Of course, Dan used the term ‘boring’ in his post as a compliment. Boring technologies are generally mature technologies, and their maturity brings a great number of advantages—even if it means the dev team doesn’t find them exciting. Some advantages of boring technologies include stability, reliability, supportability and scalability. Boring technologies have been battle-hardened over time and often come with a well-established community of power users. These people can make the adoption or migration to a boring technology painless.

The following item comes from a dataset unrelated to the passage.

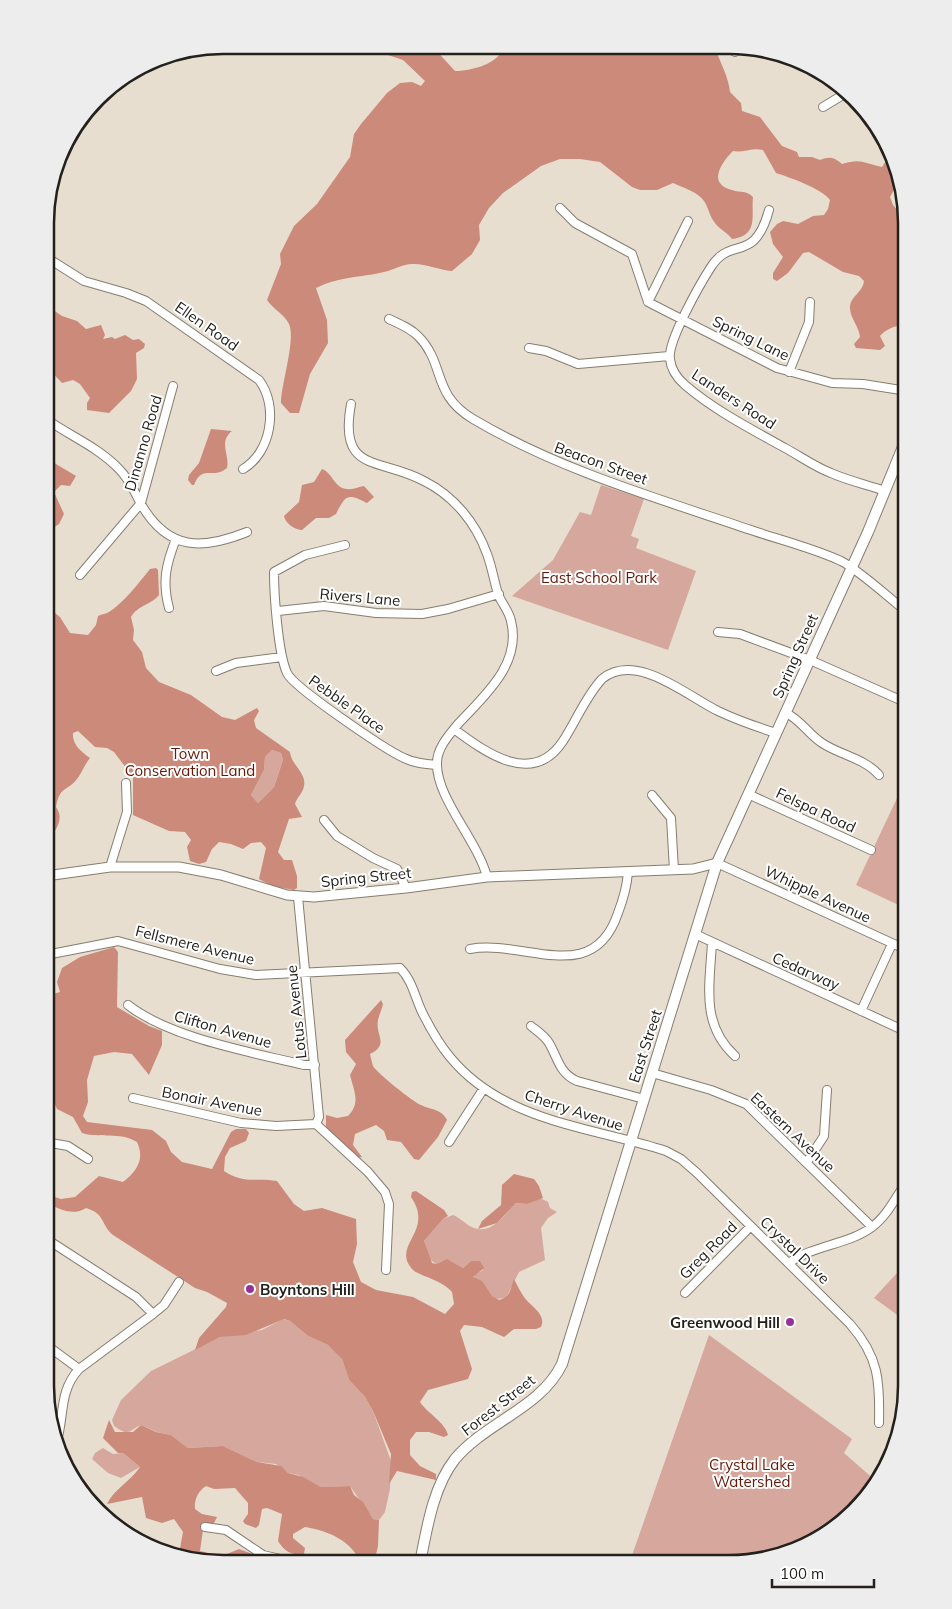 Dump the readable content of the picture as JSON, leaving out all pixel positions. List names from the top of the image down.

Without the help of a community producing blog posts, sample code and video tutorials for exciting new technologies, startup staff will have to figure out a lot of things on their own. This can be very expensive for the startup that uses these technologies. New technology is also much more likely to go through breaking changes as the developers discover better ways to do things. This forces early adopters to do additional work to migrate to newer versions. One major example of this was the migration from AngularJS 1.x to the newer versions of Angular. Their first major release uncovered significant weaknesses and the team decided to rewrite the framework—even going so far as to change the name to distinguish between the old and the new versions. Teams using Angular today benefit greatly from these changes, but anyone who developed applications on AngularJS 1.x would have had to migrate or even rewrite their code in order to take advantage of the newer releases.

Over the last 5-10 years, DevOps technology has gone through a radical transformation; first the move away from on-premises machines to hosted virtual machines, and then to hosted containers. And this begs the question, are modern DevOps tools, such as Kubernetes, too new to fit into the boring technology category?

It is certainly true that some are, but it helps to think deeply about the particular tools and technologies. Over the last 20 years, you can see that the technology industry repeats the same trends. There's always something at the bleeding edge, but over time the successful technologies gain traction and attention and have to stabilize to allow them to scale. With success comes more process and requirements and familiarity. All of this moves the technology closer to the boring side of the scale.

As one example, back in the 70s and 80s, the first personal computers became available but they weren’t approachable to most people. Then, starting in the late 80s, we built simpler user interfaces, such as Windows and macOS, for these previously unapproachable machines. Inevitably, it got easier to work with these interfaces and the systems had to stabilize and scale to deal with all the new people who suddenly found that computers could be useful and fun for them.

These days, we’ve seen a couple of waves of cloud technologies and AWS, Azure, and GCP are becoming the comfortable new places to build applications. Now, we have the rise of Kubernetes, which hasn't reached the same level of simplicity—so it’s now the bleeding edge. As Kelsey Hightower has said on the if/else podcast, Kubernetes is a platform for building platforms.

It’s painfully clear that there are a lot of new tools in the DevOps domain, such as containers and infrastructure as code. These tools certainly simplify many tasks, but, while they're modern and they're powerful, they produce a level of complexity that tends to be difficult to understand when using them for a specific implementation. If companies adopt these tools without careful consideration, they could experience painful vendor lock-in down the line if they fail to catch on as industry standards. Companies may also find it difficult to hire the right people to handle their newly complex systems.

Hiring is a major component of the boring technology discussion that often gets missed in conversations about scalability, security, or cost. Even if adopting or migrating to an exciting technology will save an organization money in the short term, is it the right long term decision? If you adopt a technology that requires specialized skills, the answer might be ‘No.’ Startups don’t generally have extra people to spare, so if the one person on staff that can use their systems was to leave, who would take over? How easy would it be to replace them? It’s important to remember that choosing the right technology at the right time can actually make hiring easier.

All of these considerations put a burden on startups. If, instead, you are adopting these technologies in a mature organization, it would be helpful to carefully consider whether to use these modern DevOps tools. It might be that, for a while, you can get by on a simpler approach with a loose coupling of specific tools, and focus on building a really, really great developer experience. Looking forward, it's key to remember that tools that can abstract implementation details over time will gain in value as your environment scales. What each company should consider boring depends on where they are with their resources and which problems they're attempting to solve.